The proportions of this galley kitchen are matched by the horizontal band of windows, which highlight a private exterior courtyard beyond. The use of sliver windows here alters the visual perception of space, essentially borrowing the exterior courtyard space and incorporating it into the kitchen. The tight footprint feels much more spacious as a result.
Because this home is at the center of a three-lot block of row houses, the architects used the courtyard as a way to deliver light to the interior spaces. While they gave up some interior space, they found a clever solution to a common problem. The sliver windows also control the views to the neighboring house, only permitting views to the outside wall and display area.
Effect: Enhance the apparent dimension of a small space, especially in urban environments, where views often require filtering.
It’s hard to discern in this kitchen what is backsplash and what is window.
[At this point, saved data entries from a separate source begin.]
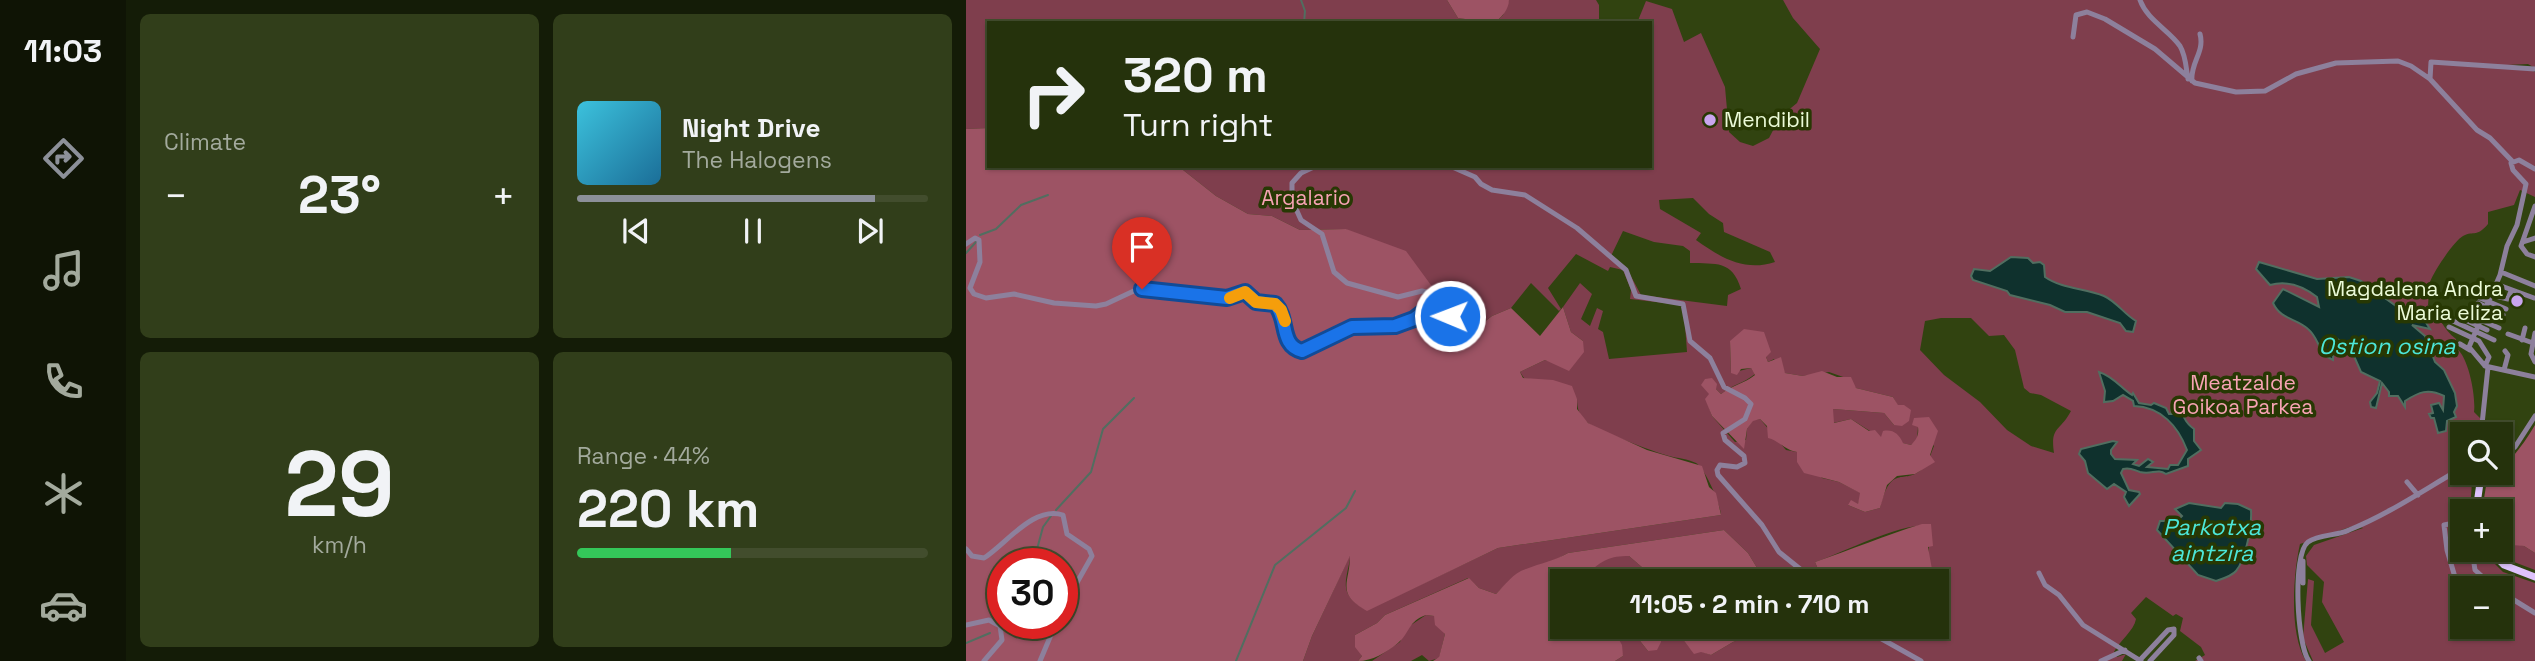 <!DOCTYPE html>
<meta charset="utf-8">
<style>
body{margin:0;font-family:"Space Grotesk",sans-serif;background:#313e1a;color:#f1f3f6;height:100vh;display:flex;flex-direction:column;font-size:26px;white-space:nowrap}
*{box-sizing:border-box;margin:0}
p{font-size:23px;color:#a3aa9d}
.icon{flex:none;width:38px;height:38px;fill:none;stroke:currentColor;stroke-width:2;stroke-linecap:round;stroke-linejoin:round}
.map{position:relative;flex:1;overflow:hidden}
.drawer{display:flex;flex-direction:column;gap:14px;padding:14px;background:#141c07;width:840px}
.drawer>*{flex:none}
.banner{position:absolute;left:21px;top:21px;width:665px;height:147px;border-radius:0px;box-shadow:0 2px 5px #0004,0 0 0 2px #424d2d;background:#25320c;color:#f1f3f6;overflow:hidden}
.buttons{position:absolute;left:1484px;top:422px;display:grid;gap:14px}
.buttons a{display:grid;place-items:center;width:63px;height:63px;border-radius:0px;background:#25320c;box-shadow:0 2px 5px #0004,0 0 0 2px #424d2d;font-size:35px}
.speed{position:absolute;left:21px;top:548px;display:flex;gap:14px;font-size:35px;font-weight:700;text-align:center}
.speed>*{display:grid;place-content:center;width:91px;height:91px;border-radius:50%;background:#25320c;box-shadow:0 2px 5px #0004,0 0 0 2px #424d2d;line-height:1}
.speed .limit{border:10px solid #d22;background:#fff;color:#111}
.pin{position:absolute;display:grid;place-items:center;width:60px;height:60px;color:#fff;margin:-72px -30px;border-radius:50% 50% 50% 0;rotate:-45deg;box-shadow:0 0 7px #0007}
.pin .icon{rotate:45deg}
.me{position:absolute;width:77px;margin:-38px;rotate:271deg;stroke-linejoin:round;filter:drop-shadow(0 0 5px #0008)}
.turn{display:flex;align-items:center;gap:24px;height:147px;padding:0 21px;font-size:32px}
.turn .icon{width:91px;height:91px;stroke-width:2.5}
.turn b{display:block;font-size:49px;line-height:60px}
.big{font-size:52px;font-weight:700;line-height:1.1}
.drawer .widget{flex:1;display:flex;flex-direction:column;justify-content:center;gap:10px;min-width:0;padding:0 24px;border-radius:10px;background:#313e1a}
.drawer .dial{align-items:center;gap:0}
.dial b{font-size:91px;line-height:1}
.song{display:flex;align-items:center;gap:21px}
.cover{width:84px;height:84px;border-radius:10px;background:linear-gradient(135deg,hsl(190 70% 55%),hsl(200 70% 35%))}
.played{height:7px;border-radius:4px;background:linear-gradient(90deg,#8c9099 85%,#424d2d 85%)}
.keys{display:flex;justify-content:space-around;direction:ltr}
.heat{display:flex;justify-content:space-between;align-items:center;font-size:38px;direction:ltr}
.charge{height:10px;border-radius:5px;background:linear-gradient(90deg,#34c759 44%,#424d2d 0)}
.drawer .tiles{flex:1;display:grid;gap:14px;grid-template-columns:repeat(2,1fr)}
.trip{position:absolute;left:584px;top:569px;width:399px;height:70px;border-radius:0px;background:#25320c;box-shadow:0 2px 5px #0004,0 0 0 2px #424d2d;font-weight:700;line-height:70px;text-align:center}
main{display:flex;flex:1;min-height:0}
.tabs{display:flex;flex-direction:column;width:126px;justify-content:space-around;align-items:center;background:#0f1405;color:#a3aa9d}
.tabs .icon{width:49px;height:49px}
.tabs .active{color:#8c9099}
.tabs b{font-size:32px;color:#f1f3f6}
.map>svg:first-child{display:block}
.green{fill:#7f3e4d;fill-rule:evenodd}
.forest{fill:#9d5364;fill-rule:evenodd}
.water{fill:#0f312d;stroke:#516e60;stroke-width:2}
.lines{fill:none;stroke-linecap:round;stroke-linejoin:round}
.stream{stroke:#516e60;stroke-width:2}
.minor{stroke:#8d809c;stroke-width:5}
.major{stroke:#dec2fc;stroke-width:7}
.route-casing{stroke:#114b97;stroke-width:18}
.route{stroke:#1a73e8;stroke-width:12}
.slow{stroke:#f59e0b;stroke-width:12}
.poi-dot{fill:#c9a5ee;stroke:#273803;stroke-width:2.5}
.labels{text-anchor:middle;stroke-width:7;stroke-linejoin:round;paint-order:stroke}
.poi-label{font-size:21px;fill:#ecfbd8;stroke:#273803;text-anchor:start}
.park-label{font-size:21px;fill:#f8a3b4;stroke:#273803}
.water-label{font-size:23px;font-style:italic;fill:#4ce6d8;stroke:#273803}
</style>
<main>
<nav class="tabs">
<b>11:03</b>
<svg class="icon active" aria-label="directions" viewBox="0 0 24 24"><path d="M12 3l9 9-9 9-9-9zM9 14v-3h6M13 9l2 2-2 2"/></svg>
<svg class="icon" aria-label="music" viewBox="0 0 24 24"><path d="M9 18V5l10-2v13"/><circle cx="6" cy="18" r="3"/><circle cx="16" cy="16" r="3"/></svg>
<svg class="icon" aria-label="phone" viewBox="0 0 24 24"><path d="M5 4h4l2 5-3 2q2 4 5 5l2-3 5 2v4C11 20 4 13 5 4z"/></svg>
<svg class="icon" aria-label="climate" viewBox="0 0 24 24"><path d="M12 3v18M4 7l16 10M4 17L20 7"/></svg>
<svg class="icon" aria-label="car" viewBox="0 0 24 24"><path d="M5 17H2v-5l4-1 3-4h7l3 4 3 1v5h-3M9 17h6M6 11h13"/><circle cx="7" cy="17" r="2"/><circle cx="17" cy="17" r="2"/></svg>
</nav>
<section class="drawer">
<div class="tiles">
<div class="widget"><p>Climate</p>
<div class="heat"><a>−</a><b class="big">23°</b><a>+</a></div>
</div>
<div class="widget">
<div class="song"><i class="cover"></i><div><b>Night Drive</b><p>The Halogens</p></div></div>
<div class="played"></div>
<div class="keys"><svg class="icon" aria-label="previous" viewBox="0 0 24 24"><path d="M18 5L8 12l10 7zM5 5v14"/></svg><svg class="icon" aria-label="pause" viewBox="0 0 24 24"><path d="M8 5v14M16 5v14"/></svg><svg class="icon" aria-label="next" viewBox="0 0 24 24"><path d="M6 5l10 7-10 7zM19 5v14"/></svg></div>
</div>
<div class="widget dial"><b>29</b><p>km/h</p></div>
<div class="widget"><p>Range · 44%</p><b class="big">220 km</b><div class="charge"></div></div>
</div>
</section>
<div class="map">
<svg width="1569" height="661" viewBox="0 0 1569 661">
<rect width="100%" height="100%" fill="#314310"/>
<path class="green" d="M0,0H481L492,18L527,23H23V128L0,129Z
M543,0H630L633,5V23H529L537,15Z
M817,0H1569V68L1562,64L1541,65L1560,67L1569,72V197L1554,190L1548,205L1522,212V224C1510,238 1509,230 1497,236C1488,241 1468,271 1464,282C1462,289 1463,298 1462,305C1474,315 1477,330 1490,339L1491,349C1503,358 1510,398 1508,412L1515,419L1514,434H1496V464L1485,471L1483,481L1497,476L1506,482L1504,511H1496V550H1515L1537,572L1569,583V661H1347L1337,638L1342,579L1348,581L1345,625L1359,653L1378,642L1356,602L1358,582L1341,565L1340,556L1348,545L1397,528L1390,525L1334,544C1327,575 1323,634 1340,661H1229L1239,655L1235,647L1214,631L1217,618L1210,614L1207,616L1180,597L1165,613L1170,619C1168,631 1153,641 1148,652L1151,657L1160,654L1156,661H649L657,656L646,627H663L682,651L695,632L709,629L723,647L745,655L767,642L805,627L971,626V590L976,580L967,575L962,557L965,525C933,523 881,551 849,562L857,581H799L782,553L758,530L602,553C570,571 557,565 530,594L513,588L502,578L419,615L411,623L389,635L396,656L392,661H337L346,636L385,553C381,581 370,594 401,610L532,548L755,515C754,503 739,468 730,463C722,459 711,458 703,456C688,452 633,431 622,423C613,416 611,408 611,399L570,380L558,378L554,372L579,360L592,364L617,341L605,332L597,307L614,283L626,294L615,319L624,326L631,308L637,311L632,329L637,332L643,359L721,352L718,311L716,305L664,299L665,290L657,270L644,267L642,271L610,254L582,288L595,309L593,311L565,283L545,308L526,316L499,337L486,317L480,316L380,229L334,230L306,216L282,214L250,196L212,166H607L613,169L614,166H684V23H671L680,1L706,9L718,42L735,33L759,87L763,132L774,142L787,146L803,138L814,117L831,103L854,49L827,18ZM727,198L743,214L757,223L758,232L804,252L809,262C779,272 755,258 730,240L735,233L694,209L693,200ZM657,231L688,242L717,246L724,251V263C750,264 766,260 775,289L762,295L761,306L675,295L660,267L645,256ZM975,318H1005L1023,336L1038,335L1049,350L1058,388L1064,393L1075,395L1105,411C1094,432 1084,426 1088,453L1065,446L1041,430L1014,402L978,375L954,350L959,321ZM764,341L800,357L802,362L808,359L819,373L837,376L863,372L880,378L890,388L927,397L932,406L928,425L918,413L867,409V423L885,419L915,438L945,445L951,440L952,427L968,446C965,453 963,461 958,467C939,488 926,460 914,508L899,512L882,505H892L895,493L873,482L856,478L831,452L820,450L794,419L787,420L781,429L780,440L769,442L746,416L740,399L750,389L755,394C766,385 778,383 789,374L785,368L765,373ZM1496,588H1535V626H1496Z
M1543,542L1558,546L1569,553V570L1548,562L1532,550H1535V544Z
M646,556H663L692,581H612L607,573L618,569L623,572L636,560Z
M460,615L468,616L479,634L473,658L463,661L456,655L445,661H406L434,642L439,629Z"/>
<path class="forest" d="M481,0H543C543,9 535,19 527,23L492,18Z
M23,128V166H212L250,196L282,214L306,216L334,230L380,229L440,251L481,307V316L486,317L499,337L526,316L545,308L574,336L597,307L605,332L617,341L618,352L603,371L579,360L554,372L557,378L587,380L606,386L611,399V409L622,423L681,450L736,466L743,487L750,493L755,515L532,548L401,611C369,593 384,583 384,556L346,636L337,661H0V129ZM37,564H96V623H37Z
M778,329L798,332L805,352L800,357L802,362L815,357L819,373L837,376L856,371L871,377H885L890,388L927,397L932,405H938L945,410L943,421L936,426L928,425L918,413L867,409L868,423L885,419L903,431L909,430L915,437L917,431C927,429 933,434 937,443L945,445C951,439 953,435 952,427L946,425L948,418L963,417L972,431L964,455L969,462L949,474L931,476L921,485L914,508L899,512L882,505L885,500L892,504L894,493L873,482L838,473L831,462V452C818,450 814,441 802,438L801,426L794,419L787,421L781,429L778,449L746,416L739,399L743,394L735,385L739,379L746,378L751,384L750,389L755,394C766,385 778,384 789,375L785,368L775,369L771,375L765,373L764,341Z
M1569,425V553L1558,546L1535,544V511H1516L1520,486C1538,468 1555,449 1569,425Z
M956,524H965L967,546L962,547L967,575L976,580L971,590V581H857L849,562C885,550 919,535 956,524Z
M758,530L782,553L799,581H692L663,556C644,556 636,560 623,573L618,569L607,573L612,581H597V626L646,627L656,645L657,656L649,661H467L473,657L479,634L469,625L468,616L460,615C442,621 444,633 432,643C420,653 406,661 392,661L396,656L389,647V635L411,623L419,615L503,578L513,588L530,594C539,585 547,573 560,569C575,563 588,561 602,553Z
M663,627H805L767,642L745,655L735,652L728,654L709,629L695,632V642L691,650L682,651Z"/>
<path class="water" d="M1045,257L1062,258L1067,263L1074,262L1078,265L1079,277C1096,289 1119,288 1138,296C1151,302 1158,314 1170,321L1167,332L1160,331L1154,323L1121,312H1099L1084,305L1044,295L1041,291L1007,280L1005,276L1008,269L1024,271Z
M1293,262L1351,279L1383,277L1395,281L1451,321H1459L1464,329L1446,325L1459,336L1469,362L1478,370L1489,393L1491,406L1488,412L1490,417L1481,421L1480,431L1472,433L1468,418H1465L1463,414L1467,413L1465,405L1473,403L1477,410L1478,396C1462,388 1453,392 1439,401V407L1432,396H1423V392L1416,383L1410,408L1405,407L1404,402L1411,393L1414,381L1395,372L1384,347L1368,337L1367,360C1351,353 1354,339 1342,329C1330,318 1315,320 1307,303L1317,289L1353,307L1351,297C1337,286 1322,280 1304,285L1290,269Z
M1133,372C1147,376 1156,389 1166,395L1167,393L1173,403L1185,405L1188,403L1200,408L1203,414H1206L1205,410H1212V404L1217,402C1213,414 1221,424 1228,429V441L1235,450L1222,459V466L1200,474C1191,468 1186,475 1174,472C1167,470 1165,467 1157,469L1155,473L1163,490L1173,492L1174,494L1163,506L1158,497L1160,492L1148,484L1141,489L1122,473L1119,461L1113,454L1115,449L1147,441L1151,442L1145,450V454L1149,459L1171,460L1167,464L1173,466L1182,459L1187,462L1181,467L1202,469L1204,465H1212L1221,450C1212,426 1195,407 1168,406L1167,401L1157,395L1147,401L1138,402L1139,391Z
M1223,503L1255,508L1259,503L1272,504L1285,510C1286,525 1280,559 1270,571C1266,576 1256,579 1250,581L1232,575L1191,530L1194,521H1211L1216,516L1209,509Z"/>
<g class="lines">
<path class="stream" d="M335,0L339,11L338,23
M14,235L30,229L55,205L82,195
M0,253L10,242
M90,510L125,472L137,429L168,398
M67,564L77,527L85,516
M0,643L24,633
M270,661L309,565L380,508L389,491"/>
<path class="minor" d="M1174,0C1181,20 1203,30 1214,46C1220,56 1220,68 1222,79
M1107,37L1110,15L1121,12L1139,19L1189,49L1229,83L1270,92L1299,91L1330,74L1370,63L1432,61L1445,66L1464,79
M1226,81C1224,63 1239,52 1234,34
M1546,161L1524,138L1511,130L1464,79L1465,62L1569,69
M484,166L509,177L515,184L526,190L559,195L611,228L660,270L670,296L717,304L724,341L744,358L758,387L779,398L785,404L779,419L757,433L759,440L778,456L779,463L771,467L754,465L751,470L752,475L796,525L813,552L849,581
M1569,169L1553,160L1545,163L1547,170L1560,184L1551,225L1541,246L1534,275L1503,347L1519,366L1569,377
M1569,206L1555,246L1561,254L1569,257
M1557,242L1569,238
M0,244L9,238L13,240L14,262L4,288L8,294L20,298L48,294L88,303L130,306L140,304L172,289L261,298L279,292L290,302L309,304C323,319 313,344 336,351L386,327L429,326L448,319L461,309L509,327L513,325L509,320L498,315L465,293L456,291L432,297L381,283L368,272L356,234L335,220L326,200V183L335,173L350,166
M1535,272L1569,286
M1530,284L1568,298
M1525,295L1542,299L1545,291
M1514,298L1540,309
M1512,303L1537,315
M1509,309L1535,320
M1496,312L1533,328
M1493,317L1521,330
M1485,320L1528,340
M1483,327L1513,341L1523,357L1519,366
M1569,333L1565,354L1569,362
M1542,334L1567,343
M1556,340L1559,328
M1494,344L1504,350
M1538,370L1542,355L1539,351
M1515,434L1522,367
M1535,457L1549,447L1569,416
M1441,482L1452,495
M1496,536L1483,524L1478,525L1481,550L1496,601
M0,549L6,556L18,558C40,544 68,505 97,515L101,534L123,549L126,556L96,609
M1506,550L1509,570L1529,588
M1073,573L1079,585L1093,595L1117,625L1175,661
M1337,583V561
M1535,592L1569,613
M0,625L23,620L34,626L36,640L18,661
M901,626L914,638L955,661
M1233,658L1235,661
M1174,660L1202,630L1208,629V635L1184,661
M74,661L90,623
M1135,661L1159,650
M1343,661C1331,646 1326,554 1342,542C1353,534 1371,536 1383,530C1423,514 1459,489 1496,468"/>
<path class="major" d="M1509,472L1519,476L1526,472
M1510,511L1515,476
M1523,550L1538,565L1569,577"/>
</g>
<g class="lines">
<defs>
<path id="route" d="M176,289L261,298L279,292L290,302L309,304C323,319 313,345 336,351L386,327L429,326L448,319L461,309L484,316"/>
</defs>
<use href="#route" class="route-casing"/>
<use href="#route" class="route"/>
<path class="slow" d="M264,298L279,292L290,302L309,304L315,310L319,321"/>
</g>
<g class="poi-dot">
<circle cx="744" cy="120" r="7"/>
<circle cx="1551" cy="301" r="7"/>
</g>
<g class="labels">
<g class="poi-label">
<text x="758" y="127">Mendibil</text>
<text x="1537" y="296" text-anchor="end">Magdalena Andra<tspan x="1537" dy="24">Maria eliza</tspan></text>
</g>
<g class="park-label">
<text x="340" y="205">Argalario</text>
<text x="1277" y="390">Meatzalde<tspan x="1277" dy="24">Goikoa Parkea</tspan></text>
</g>
<g class="water-label">
<text x="1421" y="354">Ostion osina</text>
<text x="1246" y="535">Parkotxa<tspan x="1246" dy="26">aintzira</tspan></text>
</g>
</g>
</svg>
<div class="buttons">
<a><svg class="icon" aria-label="search" viewBox="0 0 24 24"><circle cx="10" cy="10" r="6"/><path d="M15 15l6 6"/></svg></a>
<a>+</a>
<a>−</a>
</div>
<div class="speed"><div class="limit">30</div></div>
<div class="pin" style="left:176px;top:289px;background:#d93025"><svg class="icon" aria-label="arrive" viewBox="0 0 24 24"><path d="M6 21V4h12l-3 4 3 4H6"/></svg></div>
<svg class="me" style="left:484px;top:316px" viewBox="-20 -20 40 40"><circle r="17" fill="#1a73e8" stroke="#fff" stroke-width="3"/><path d="M0-11L8 9 0 5-8 9z" fill="#fff"/></svg>
<div class="trip">11:05 · 2 min · 710 m</div>
<div class="banner">
<div class="turn"><svg class="icon" aria-label="right" viewBox="0 0 24 24"><path d="M7 20v-9h11M14 6l5 5-5 5"/></svg><div><b>320 m</b>Turn right</div></div>
</div>
</div>
</main>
The kitchen feels like a part of the outdoors, and the sliver window effectively counterbalances the solid cabinetry. The architects have hidden the frame of the window glazing, adding to the custom-tailored look. Everything feels as if it’s part of a family of thoughtfully considered, highly customized design elements.
Effect: A brightly lit workspace with strong connections to the exterior.
Above Eye Level
Narrow windows located high in the wall are usually called clerestory windows. The principal reasons for shifting windows vertically in the wall like this are to take advantage of natural daylight while promoting privacy and prohibiting views out.
Locating windows higher in the wall delivers more light farther into the space. The sliver window shown here washes the ceiling plane in even light and maintains a kitchen space separated from the outside.
The upper cabinetry becomes a light shelf, bouncing light even deeper into the space. An operable clerestory provides excellent ventilation capabilities, and without the need for supplemental lighting, the clerestory window is an energy-conscious choice as well.
Effect: A cloistered, inwardly focused yet bright and evenly lit space.
Another creative application of the sliver window can be seen here on the interior wall of an office space that borrows light from an adjacent room. Placing the window high in the wall moves it out of the way of the workspace, minimizing distractions while conferring all of the advantages of natural lighting to the space. This is an excellent way of transferring light between rooms while maintaining separation and privacy.
Bathing spaces lit by natural light are particularly enjoyable places. Daylight intimately connects us to our natural circadian rhythms, warms us and wakes us. Daylighting paired with light-hued interior materials, such as the tile in this shower, creates a luminous and soft look. This makes the sliver window used high in the wall of a shower or bathing space especially attractive.
Note how the ceiling plane appears to hover or float. The clerestory window creates this unique effect; it reduces the apparent weight of the ceiling plane, replacing it with a view to the outdoors.
Effect: A brightly lit interior that preserves privacy.